One-point increase in student loan rates could cost new law school graduates tens of thousands of dollars in added debt
CNBC reports the new student loan interest rate figures, and they are pretty dire for higher education in general and law schools in particular:
For graduate students, loans will probably come with a 8% interest rate, compared with 7% now, he said.
Plus loans for graduate students and parents may have a 9% interest rate, an increase from 8%.
From a simple student loan calculator, we can make some estimates on debt and repayment. $150,000 in student loans ($50,000 per year) at 7% interest results in around $90,000 in total interest. That jumps to $105,000 in total interest if the rate is 8%. That’s an extra $15,000 in interest (and debt), hidden from students at the outset of the loan, and that does not redound to the benefit of the law school.
On $75,000 per year in student loans ($225,000 in total), interest jumps from $135,000 to $158,000, an increase of $23,000.

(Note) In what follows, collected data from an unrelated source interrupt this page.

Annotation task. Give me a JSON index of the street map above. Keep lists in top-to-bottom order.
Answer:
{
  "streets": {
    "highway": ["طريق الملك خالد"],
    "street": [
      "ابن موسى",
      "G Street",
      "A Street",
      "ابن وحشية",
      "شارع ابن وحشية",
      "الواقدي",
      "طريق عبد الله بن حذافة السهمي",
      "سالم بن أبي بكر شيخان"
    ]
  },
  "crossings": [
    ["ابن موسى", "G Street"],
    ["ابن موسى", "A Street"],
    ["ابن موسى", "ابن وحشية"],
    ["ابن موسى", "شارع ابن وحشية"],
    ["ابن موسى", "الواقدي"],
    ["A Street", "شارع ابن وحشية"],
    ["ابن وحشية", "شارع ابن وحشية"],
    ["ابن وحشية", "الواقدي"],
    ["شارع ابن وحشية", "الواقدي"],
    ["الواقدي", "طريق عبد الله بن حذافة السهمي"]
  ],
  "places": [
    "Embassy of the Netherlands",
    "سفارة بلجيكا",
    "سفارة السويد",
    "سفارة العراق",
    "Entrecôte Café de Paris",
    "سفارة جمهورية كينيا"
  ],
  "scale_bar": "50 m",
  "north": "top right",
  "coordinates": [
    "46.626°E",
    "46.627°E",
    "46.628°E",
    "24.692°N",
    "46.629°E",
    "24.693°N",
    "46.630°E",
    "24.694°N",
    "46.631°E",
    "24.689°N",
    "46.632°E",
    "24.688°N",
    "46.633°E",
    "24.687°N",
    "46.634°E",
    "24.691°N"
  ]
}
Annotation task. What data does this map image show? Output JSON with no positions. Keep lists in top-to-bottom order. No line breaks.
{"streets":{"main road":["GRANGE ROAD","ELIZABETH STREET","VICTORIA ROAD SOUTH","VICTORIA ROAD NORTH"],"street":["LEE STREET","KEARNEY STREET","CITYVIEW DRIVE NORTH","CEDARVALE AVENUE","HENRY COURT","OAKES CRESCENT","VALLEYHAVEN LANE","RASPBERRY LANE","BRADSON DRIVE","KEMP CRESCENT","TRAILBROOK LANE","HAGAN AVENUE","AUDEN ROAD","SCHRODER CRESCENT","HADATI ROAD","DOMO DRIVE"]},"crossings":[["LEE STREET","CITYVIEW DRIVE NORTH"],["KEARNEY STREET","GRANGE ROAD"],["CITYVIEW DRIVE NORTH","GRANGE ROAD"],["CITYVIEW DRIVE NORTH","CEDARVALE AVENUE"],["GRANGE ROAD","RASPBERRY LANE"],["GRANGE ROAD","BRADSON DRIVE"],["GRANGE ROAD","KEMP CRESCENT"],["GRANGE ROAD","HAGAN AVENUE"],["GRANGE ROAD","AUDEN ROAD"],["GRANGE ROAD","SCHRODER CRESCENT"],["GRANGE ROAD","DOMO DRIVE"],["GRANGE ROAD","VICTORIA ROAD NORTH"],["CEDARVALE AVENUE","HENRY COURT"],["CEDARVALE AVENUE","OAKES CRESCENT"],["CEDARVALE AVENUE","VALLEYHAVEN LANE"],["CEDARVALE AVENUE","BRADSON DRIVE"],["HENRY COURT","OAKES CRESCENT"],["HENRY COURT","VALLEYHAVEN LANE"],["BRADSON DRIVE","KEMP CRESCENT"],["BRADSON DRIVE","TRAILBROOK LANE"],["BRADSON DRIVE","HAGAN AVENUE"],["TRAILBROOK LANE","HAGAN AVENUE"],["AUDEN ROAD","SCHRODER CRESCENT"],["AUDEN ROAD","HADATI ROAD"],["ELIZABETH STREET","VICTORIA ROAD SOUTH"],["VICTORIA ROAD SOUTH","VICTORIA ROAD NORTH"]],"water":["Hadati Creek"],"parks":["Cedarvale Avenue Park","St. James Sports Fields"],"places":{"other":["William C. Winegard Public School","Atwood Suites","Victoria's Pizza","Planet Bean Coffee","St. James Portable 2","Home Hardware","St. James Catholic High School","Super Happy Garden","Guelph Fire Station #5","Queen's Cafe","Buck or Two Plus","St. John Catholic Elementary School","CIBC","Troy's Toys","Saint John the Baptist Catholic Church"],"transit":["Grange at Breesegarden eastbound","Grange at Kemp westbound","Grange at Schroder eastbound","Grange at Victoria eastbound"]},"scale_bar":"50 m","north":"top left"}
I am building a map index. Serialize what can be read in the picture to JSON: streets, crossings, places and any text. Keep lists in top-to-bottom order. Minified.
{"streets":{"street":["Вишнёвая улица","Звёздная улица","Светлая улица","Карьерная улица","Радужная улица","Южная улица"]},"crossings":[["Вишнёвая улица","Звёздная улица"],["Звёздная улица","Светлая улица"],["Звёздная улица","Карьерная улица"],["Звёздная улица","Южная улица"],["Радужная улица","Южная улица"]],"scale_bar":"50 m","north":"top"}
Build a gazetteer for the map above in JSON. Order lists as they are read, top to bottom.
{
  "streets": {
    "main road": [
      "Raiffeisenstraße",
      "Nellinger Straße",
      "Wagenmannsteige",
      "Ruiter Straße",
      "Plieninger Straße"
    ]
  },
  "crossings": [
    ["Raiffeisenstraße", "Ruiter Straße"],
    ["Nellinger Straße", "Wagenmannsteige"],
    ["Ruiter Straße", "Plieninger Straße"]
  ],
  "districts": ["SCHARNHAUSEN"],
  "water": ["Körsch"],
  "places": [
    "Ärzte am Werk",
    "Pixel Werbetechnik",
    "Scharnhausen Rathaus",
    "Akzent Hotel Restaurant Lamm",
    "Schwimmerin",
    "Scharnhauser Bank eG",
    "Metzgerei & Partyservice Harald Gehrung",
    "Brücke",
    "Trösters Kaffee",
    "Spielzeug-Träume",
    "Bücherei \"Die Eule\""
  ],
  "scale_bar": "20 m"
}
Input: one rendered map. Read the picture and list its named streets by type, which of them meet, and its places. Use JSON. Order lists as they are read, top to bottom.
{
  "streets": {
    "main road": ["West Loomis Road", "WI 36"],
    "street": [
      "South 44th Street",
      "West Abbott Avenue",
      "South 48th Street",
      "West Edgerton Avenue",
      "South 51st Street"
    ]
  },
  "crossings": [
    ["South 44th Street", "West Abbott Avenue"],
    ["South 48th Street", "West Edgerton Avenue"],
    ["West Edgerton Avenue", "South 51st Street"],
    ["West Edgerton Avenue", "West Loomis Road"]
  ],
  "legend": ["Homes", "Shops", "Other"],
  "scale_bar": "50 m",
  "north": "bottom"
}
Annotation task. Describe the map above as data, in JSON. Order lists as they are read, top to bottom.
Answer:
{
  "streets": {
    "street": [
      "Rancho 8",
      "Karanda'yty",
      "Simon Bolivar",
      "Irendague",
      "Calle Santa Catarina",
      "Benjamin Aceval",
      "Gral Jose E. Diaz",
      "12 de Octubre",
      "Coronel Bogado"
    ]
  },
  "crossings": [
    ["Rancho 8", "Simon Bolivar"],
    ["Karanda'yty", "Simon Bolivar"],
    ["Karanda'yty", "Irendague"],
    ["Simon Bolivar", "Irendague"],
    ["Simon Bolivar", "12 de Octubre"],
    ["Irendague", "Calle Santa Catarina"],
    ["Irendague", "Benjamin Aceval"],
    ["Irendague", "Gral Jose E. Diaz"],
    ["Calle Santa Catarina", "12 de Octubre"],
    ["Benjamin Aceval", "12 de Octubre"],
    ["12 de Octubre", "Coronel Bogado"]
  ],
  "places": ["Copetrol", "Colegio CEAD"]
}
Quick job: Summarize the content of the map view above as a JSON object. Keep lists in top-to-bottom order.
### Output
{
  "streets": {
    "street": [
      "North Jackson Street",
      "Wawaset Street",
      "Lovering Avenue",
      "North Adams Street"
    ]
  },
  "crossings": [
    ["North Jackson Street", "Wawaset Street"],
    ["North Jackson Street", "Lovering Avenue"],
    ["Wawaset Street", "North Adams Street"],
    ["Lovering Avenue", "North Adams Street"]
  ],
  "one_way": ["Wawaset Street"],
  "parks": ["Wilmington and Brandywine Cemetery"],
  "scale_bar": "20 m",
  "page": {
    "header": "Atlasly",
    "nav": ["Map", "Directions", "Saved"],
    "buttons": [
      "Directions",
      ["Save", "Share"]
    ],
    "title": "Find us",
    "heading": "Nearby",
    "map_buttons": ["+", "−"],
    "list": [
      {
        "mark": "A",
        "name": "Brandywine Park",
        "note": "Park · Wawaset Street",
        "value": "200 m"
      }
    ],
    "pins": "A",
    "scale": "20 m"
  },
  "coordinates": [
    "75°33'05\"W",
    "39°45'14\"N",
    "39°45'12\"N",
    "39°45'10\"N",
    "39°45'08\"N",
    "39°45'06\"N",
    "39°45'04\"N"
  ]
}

Even more modest debt, like $25,000 per year ($75,000 in total) sees interest jump to from $45,000 to $53,000, although $8000 is much more manageable increase.
(These figures of course are exacerbated by another hidden cost, the ending of subsidized graduate student loans in 2011, which allows interest to accrue during law school.)
Student debt loads reported by the Department of Education can factor in these interest figures, and they can be helpful in assessing which programs see some of the highest debt loads upon graduation (and shortly after graduation), along with salary data.
But it makes a robust economy (as big law firm salaries are $215,000 to start and big law hiring remains high, for now, but is on the down slope), and a school’s robust loan repayment assistance program (LRAP), all the more important for legal education. But as a hidden cost, it requires some foresight from law schools to anticipate and prepare for the challenges ahead.